### What to do
In the entries below, find each line with the word "Cmentarz" and pull it out.

### Information given
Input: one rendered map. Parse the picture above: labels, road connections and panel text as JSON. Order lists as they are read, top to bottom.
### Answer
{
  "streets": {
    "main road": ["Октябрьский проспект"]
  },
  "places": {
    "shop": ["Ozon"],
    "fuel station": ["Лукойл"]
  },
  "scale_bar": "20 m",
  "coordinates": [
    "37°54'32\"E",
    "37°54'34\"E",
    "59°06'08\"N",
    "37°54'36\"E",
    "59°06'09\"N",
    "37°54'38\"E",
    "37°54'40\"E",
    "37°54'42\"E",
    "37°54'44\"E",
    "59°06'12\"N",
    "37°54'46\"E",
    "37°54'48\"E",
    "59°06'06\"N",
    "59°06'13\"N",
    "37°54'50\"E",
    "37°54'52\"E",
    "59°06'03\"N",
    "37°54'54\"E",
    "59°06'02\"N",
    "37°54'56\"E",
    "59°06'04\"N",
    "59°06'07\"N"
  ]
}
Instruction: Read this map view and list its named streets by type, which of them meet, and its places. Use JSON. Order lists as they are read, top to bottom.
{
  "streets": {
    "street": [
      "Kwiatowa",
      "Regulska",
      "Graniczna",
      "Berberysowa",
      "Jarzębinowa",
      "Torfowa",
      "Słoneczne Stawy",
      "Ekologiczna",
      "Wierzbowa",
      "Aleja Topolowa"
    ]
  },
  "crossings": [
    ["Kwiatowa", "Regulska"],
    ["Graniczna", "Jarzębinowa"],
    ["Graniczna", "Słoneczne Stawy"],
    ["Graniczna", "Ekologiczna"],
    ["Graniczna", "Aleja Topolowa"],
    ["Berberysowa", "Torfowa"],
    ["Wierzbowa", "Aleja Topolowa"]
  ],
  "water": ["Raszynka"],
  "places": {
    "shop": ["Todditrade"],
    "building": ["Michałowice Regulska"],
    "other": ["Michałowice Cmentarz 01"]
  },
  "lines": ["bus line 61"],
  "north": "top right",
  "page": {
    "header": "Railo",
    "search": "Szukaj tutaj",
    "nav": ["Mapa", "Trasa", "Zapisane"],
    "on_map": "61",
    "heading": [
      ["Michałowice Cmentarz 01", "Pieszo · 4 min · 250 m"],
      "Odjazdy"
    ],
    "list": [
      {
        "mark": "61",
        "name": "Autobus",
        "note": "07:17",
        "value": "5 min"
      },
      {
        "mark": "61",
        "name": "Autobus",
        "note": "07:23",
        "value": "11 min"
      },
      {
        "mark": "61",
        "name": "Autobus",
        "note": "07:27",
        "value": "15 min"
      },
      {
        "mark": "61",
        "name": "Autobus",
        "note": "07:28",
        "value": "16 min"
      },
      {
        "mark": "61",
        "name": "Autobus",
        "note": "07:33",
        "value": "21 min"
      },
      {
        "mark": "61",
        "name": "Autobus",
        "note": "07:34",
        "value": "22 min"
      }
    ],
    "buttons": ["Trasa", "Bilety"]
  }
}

### Written answer
    "other": ["Michałowice Cmentarz 01"]
      ["Michałowice Cmentarz 01", "Pieszo · 4 min · 250 m"],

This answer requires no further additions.